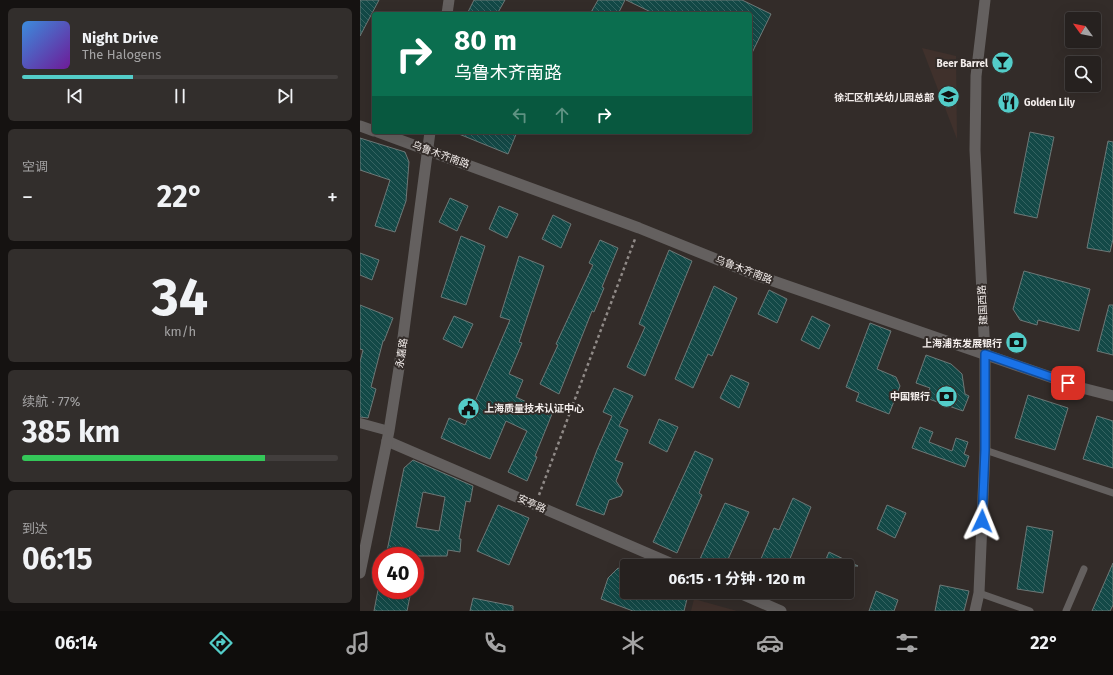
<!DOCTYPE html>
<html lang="zh">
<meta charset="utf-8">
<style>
:root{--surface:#26211f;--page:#322e2c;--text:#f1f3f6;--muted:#a4a3a4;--line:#423e3d;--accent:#53cdc9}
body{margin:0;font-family:"Fira Sans","Noto Sans SC",sans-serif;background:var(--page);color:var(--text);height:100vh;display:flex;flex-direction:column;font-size:15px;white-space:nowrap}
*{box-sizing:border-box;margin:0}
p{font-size:13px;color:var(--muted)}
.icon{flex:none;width:22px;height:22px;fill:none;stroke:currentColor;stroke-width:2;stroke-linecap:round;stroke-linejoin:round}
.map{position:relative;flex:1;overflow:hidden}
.drawer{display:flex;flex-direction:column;gap:8px;padding:8px;background:#151211;width:360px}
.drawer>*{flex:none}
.banner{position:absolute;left:12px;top:12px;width:380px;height:122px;border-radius:4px;box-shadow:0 4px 16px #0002,0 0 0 1px var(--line);background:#0b6e4f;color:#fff;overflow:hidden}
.needle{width:26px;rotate:303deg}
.fabs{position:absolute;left:705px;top:12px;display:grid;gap:8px}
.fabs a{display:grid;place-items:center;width:36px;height:36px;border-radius:4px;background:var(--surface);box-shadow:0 4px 16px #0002,0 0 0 1px var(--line);font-size:20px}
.speed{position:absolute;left:12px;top:547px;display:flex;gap:8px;font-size:20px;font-weight:700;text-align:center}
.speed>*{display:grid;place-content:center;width:52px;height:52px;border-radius:50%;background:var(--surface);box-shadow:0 4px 16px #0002,0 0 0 1px var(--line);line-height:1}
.speed .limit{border:6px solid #d22;background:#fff;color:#111}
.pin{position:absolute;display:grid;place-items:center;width:34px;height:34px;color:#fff;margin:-17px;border-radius:8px;box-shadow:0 2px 6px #0006}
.me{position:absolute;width:44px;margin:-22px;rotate:2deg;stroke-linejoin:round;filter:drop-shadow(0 0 3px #0008)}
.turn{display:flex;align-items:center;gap:14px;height:84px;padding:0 16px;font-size:18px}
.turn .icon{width:52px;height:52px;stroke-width:2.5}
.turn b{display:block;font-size:28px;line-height:34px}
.lanes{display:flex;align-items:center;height:38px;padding:0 16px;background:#0003;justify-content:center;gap:20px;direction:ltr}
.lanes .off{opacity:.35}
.big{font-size:30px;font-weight:700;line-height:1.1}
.drawer .card{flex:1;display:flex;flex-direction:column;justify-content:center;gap:6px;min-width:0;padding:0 14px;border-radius:6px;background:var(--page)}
.drawer .dial{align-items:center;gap:0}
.dial b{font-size:52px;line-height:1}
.song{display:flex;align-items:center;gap:12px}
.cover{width:48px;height:48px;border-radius:6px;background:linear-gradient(135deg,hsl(210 70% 55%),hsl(280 70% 35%))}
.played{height:4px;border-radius:2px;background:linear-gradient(90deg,var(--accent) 35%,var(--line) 35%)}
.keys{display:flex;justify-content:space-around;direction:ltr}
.heat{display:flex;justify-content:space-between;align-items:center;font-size:22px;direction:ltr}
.charge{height:6px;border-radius:3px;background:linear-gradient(90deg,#34c759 77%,var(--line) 0)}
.trip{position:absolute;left:260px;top:559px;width:234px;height:40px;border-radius:4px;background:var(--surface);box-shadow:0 4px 16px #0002,0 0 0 1px var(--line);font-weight:700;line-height:40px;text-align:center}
.tabs{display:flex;height:64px;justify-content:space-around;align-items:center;background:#0f0d0c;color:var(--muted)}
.tabs .icon{width:28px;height:28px}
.tabs .on{color:var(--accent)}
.tabs b{font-size:18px;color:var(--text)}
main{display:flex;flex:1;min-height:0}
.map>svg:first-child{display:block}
.built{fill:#40312c}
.building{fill:url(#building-back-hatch);stroke:#6d7877;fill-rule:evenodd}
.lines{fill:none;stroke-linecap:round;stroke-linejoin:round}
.path{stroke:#908a87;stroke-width:2.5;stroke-dasharray:3 3;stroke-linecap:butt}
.service{stroke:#64605f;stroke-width:7}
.pedestrian{stroke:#64605f;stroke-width:10}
.minor{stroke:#64605f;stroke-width:11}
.tertiary{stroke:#64605f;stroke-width:11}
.route-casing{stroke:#114b97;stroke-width:10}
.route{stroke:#1a73e8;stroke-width:7}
.labels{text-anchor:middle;stroke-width:4;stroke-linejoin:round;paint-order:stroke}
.poi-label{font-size:10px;font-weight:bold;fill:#f4eeec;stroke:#332c29;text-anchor:end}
.street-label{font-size:10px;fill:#f4eeec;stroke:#332c29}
</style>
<main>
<section class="drawer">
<div class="card">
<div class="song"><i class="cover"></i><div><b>Night Drive</b><p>The Halogens</p></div></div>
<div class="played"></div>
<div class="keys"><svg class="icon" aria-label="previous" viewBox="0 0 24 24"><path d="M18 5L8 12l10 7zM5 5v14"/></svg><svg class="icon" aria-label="pause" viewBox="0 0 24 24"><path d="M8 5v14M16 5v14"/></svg><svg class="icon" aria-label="next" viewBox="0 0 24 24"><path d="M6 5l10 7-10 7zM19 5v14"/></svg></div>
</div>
<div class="card"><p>空调</p>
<div class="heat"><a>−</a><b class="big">22°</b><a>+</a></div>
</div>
<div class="card dial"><b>34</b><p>km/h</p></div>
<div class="card"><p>续航 · 77%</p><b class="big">385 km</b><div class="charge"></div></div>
<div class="card"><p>到达</p><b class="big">06:15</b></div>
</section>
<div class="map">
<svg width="753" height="611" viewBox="0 0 753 611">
<defs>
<pattern id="building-back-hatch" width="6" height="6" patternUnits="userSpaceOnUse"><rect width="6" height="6" fill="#134947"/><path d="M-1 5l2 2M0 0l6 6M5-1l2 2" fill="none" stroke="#366462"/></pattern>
</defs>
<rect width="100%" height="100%" fill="#332c29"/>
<g class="built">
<polygon points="562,48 596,56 597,139"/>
<polygon points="334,599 377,611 331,611"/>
</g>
<g class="building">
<polygon points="0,0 19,0 0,36"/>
<polygon points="114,0 145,0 137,14 107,14"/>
<polygon points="238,0 265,0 258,14 230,14"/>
<polygon points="266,0 382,0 411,14 390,57 390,14 295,14"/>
<polygon points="94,132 157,132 148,154"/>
<polygon points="670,132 694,137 677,218 654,213"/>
<polygon points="0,138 45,152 49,162 46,201 35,232 15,226 30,180 0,170"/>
<polygon points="748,141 753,142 753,239 750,252 727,248"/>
<polygon points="90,198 108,206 97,231 79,222"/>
<polygon points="139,206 158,214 147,238 129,229"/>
<polygon points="193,215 211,224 201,248 182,239"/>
<polygon points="101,236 125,246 106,305 81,297"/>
<polygon points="240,240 258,248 242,287 244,288 234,312 232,311 199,394 180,384 198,345 196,344 233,265 229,263"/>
<polygon points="309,250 332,261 285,376 267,367 285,327 279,324"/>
<polygon points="0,253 19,260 12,280 0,275"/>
<polygon points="159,256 184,266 159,342 162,343 149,374 163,380 156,397 192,414 175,456 177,457 167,481 148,472 167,431 146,421 130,459 81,438 89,418 105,425 150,320 140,317"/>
<polygon points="664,271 730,289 719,331 678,320 677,325 660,320 653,309"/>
<polygon points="354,286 377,298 352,356 348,354 333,388 315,379"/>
<polygon points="409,290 427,299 417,323 398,314"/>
<polygon points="0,305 33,318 24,341 23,341 11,387 16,389 8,418 0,417 0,362 3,350 0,349"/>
<polygon points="749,305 753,305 753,355 737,351"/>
<polygon points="94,316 113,324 102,348 83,339"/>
<polygon points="452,316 470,325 459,349 441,340"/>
<polygon points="510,323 531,331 517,369 536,377 540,386 529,414 496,401 499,393 486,387"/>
<polygon points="566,355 591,364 602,374 605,394 609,396 603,411 566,398 570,388 556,383"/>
<polygon points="371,375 389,383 379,408 360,398"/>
<polygon points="254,388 273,396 259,426 268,430 255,460 263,463 256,481 263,491 261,496 249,500 244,515 216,505 237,450 252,416 243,412"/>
<polygon points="668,395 708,408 695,450 655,438"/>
<polygon points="737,416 753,421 753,468 723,459"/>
<polygon points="299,419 318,427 307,452 289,443"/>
<polygon points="560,427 573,432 569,442 592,451 596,438 608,442 604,454 609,456 605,467 552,448"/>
<polygon points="335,451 353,459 339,493 342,495 317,553 293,542"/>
<path d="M53,460L113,486L110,502L106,501L99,539H101L100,552L88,550L87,556H26L44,468ZM63,492L85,497L79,531L56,527Z"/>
<polygon points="433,498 451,507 427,566 398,566 414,528 419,530"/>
<polygon points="365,503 389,512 365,566 356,566 340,559"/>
<polygon points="138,505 169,518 149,565 117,551"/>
<polygon points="527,505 546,513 535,538 517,529"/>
<polygon points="667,526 693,531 683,593 657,589"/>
<polygon points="469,552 498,566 463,566"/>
<polygon points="753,563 753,605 750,611 732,611"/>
<polygon points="258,568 267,572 267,592 321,592 328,595 324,611 273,611 241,599 248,578"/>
<polygon points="580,585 609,591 604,611 575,611"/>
<polygon points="18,590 48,590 47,596 50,596 47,611 14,611"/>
<polygon points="516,591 538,600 534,611 509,611"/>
<polygon points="113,598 153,606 153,611 110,611"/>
</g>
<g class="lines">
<polyline class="path" points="179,495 275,239"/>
<g class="service">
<polyline points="625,450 753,493"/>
<polyline points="619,593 670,611"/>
<polyline points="706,611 724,569"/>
</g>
<polyline class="pedestrian" points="0,423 29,431"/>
<g class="minor">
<polyline points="87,14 89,0"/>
<polyline points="27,441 317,566"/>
<polyline points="0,573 29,431 39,368 70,132"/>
<polyline points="377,592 421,611"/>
</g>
<g class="tertiary">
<polyline points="0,126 14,131"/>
<polyline points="18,132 279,228 393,274 722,388 753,396"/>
<polyline points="615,611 619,593 625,450 625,355 615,150 616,76 625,0"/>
</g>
</g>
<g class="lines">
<defs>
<polyline id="route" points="622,521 625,450 625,354 708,383"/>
</defs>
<use href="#route" class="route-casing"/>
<use href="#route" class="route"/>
</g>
<defs>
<symbol id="bar-disc" viewBox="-11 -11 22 22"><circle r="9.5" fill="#53cdc9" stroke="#332c29"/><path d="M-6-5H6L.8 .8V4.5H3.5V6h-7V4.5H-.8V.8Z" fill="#111"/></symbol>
<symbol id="school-disc" viewBox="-11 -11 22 22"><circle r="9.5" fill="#53cdc9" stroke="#332c29"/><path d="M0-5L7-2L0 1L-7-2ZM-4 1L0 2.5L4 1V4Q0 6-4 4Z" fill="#111"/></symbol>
<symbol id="restaurant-disc" viewBox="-11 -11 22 22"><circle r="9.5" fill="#53cdc9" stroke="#332c29"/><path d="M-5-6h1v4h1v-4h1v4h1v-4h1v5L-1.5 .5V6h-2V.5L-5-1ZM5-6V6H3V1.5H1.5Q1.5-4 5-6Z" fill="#111"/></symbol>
<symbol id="bank-disc" viewBox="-11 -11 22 22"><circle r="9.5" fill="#53cdc9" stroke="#332c29"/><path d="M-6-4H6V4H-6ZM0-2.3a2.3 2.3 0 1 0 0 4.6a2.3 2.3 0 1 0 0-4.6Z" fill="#111"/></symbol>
<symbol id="civic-disc" viewBox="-11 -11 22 22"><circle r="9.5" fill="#53cdc9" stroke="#332c29"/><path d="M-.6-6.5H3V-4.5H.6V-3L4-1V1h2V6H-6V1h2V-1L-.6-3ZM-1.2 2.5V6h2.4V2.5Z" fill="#111"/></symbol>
</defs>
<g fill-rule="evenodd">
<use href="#bar-disc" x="630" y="50" width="25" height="25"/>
<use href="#school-disc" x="576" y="84" width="25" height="25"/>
<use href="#restaurant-disc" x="636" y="90" width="25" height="25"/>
<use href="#bank-disc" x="644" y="330" width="25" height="25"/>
<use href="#bank-disc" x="574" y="384" width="25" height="25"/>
<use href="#civic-disc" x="96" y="396" width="25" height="25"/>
</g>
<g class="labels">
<g class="poi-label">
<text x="628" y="67">Beer Barrel</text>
<text x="574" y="101">徐汇区机关幼儿园总部</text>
<text x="664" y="106" text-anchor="start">Golden Lily</text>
<text x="642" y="347">上海浦东发展银行</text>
<text x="570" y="400">中国银行</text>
<text x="124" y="412" text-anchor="start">上海质量技术认证中心</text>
</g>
<g class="street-label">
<text transform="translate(81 154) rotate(20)" y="4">乌鲁木齐南路</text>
<text transform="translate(384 269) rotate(21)" y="4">乌鲁木齐南路</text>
<text transform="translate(622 305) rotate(-93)" y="4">建国西路</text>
<text transform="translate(41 353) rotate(-82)" y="4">永嘉路</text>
<text transform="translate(172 503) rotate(23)" y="4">安亭路</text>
</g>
</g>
</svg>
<div class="fabs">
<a><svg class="needle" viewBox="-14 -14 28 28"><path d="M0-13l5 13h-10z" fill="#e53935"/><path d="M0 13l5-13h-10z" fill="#a4a3a4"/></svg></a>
<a><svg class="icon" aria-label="search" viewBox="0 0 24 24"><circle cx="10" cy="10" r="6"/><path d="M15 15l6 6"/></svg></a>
</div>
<div class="speed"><div class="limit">40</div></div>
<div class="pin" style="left:708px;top:383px;background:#d93025"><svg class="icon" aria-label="arrive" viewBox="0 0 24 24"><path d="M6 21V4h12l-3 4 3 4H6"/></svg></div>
<svg class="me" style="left:622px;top:521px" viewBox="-20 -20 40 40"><path d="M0-17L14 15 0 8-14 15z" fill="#1a73e8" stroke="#fff" stroke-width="4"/></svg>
<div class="trip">06:15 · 1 分钟 · 120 m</div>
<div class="banner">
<div class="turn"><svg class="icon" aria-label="right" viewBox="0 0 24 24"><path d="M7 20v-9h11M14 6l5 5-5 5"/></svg><div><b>80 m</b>乌鲁木齐南路</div></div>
<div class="lanes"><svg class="icon off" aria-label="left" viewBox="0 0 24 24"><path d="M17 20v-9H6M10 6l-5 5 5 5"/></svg><svg class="icon off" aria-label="ahead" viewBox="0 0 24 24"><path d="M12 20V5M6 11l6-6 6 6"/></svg><svg class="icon" aria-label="right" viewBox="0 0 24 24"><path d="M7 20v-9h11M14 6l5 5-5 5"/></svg></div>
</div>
</div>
</main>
<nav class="tabs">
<b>06:14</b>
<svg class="icon on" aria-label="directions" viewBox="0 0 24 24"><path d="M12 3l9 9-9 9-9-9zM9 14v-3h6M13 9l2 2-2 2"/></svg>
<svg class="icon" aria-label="music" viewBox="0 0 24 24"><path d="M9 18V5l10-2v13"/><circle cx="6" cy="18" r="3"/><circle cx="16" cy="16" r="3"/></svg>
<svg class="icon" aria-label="phone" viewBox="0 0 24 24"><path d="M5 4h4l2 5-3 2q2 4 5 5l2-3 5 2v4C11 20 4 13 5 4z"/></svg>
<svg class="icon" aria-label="climate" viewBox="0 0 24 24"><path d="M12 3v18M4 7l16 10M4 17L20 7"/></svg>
<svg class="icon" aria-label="car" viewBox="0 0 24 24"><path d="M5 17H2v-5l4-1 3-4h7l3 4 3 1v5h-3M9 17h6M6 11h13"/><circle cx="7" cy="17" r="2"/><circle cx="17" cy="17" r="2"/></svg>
<svg class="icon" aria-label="filters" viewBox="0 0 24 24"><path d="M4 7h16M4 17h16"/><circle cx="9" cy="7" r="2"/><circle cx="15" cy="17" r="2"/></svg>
<b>22°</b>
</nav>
────────
**Required action**
Some lines above may contain the string "casing". State how many of them the records have, and nothing more.

**Result of this exercise**
2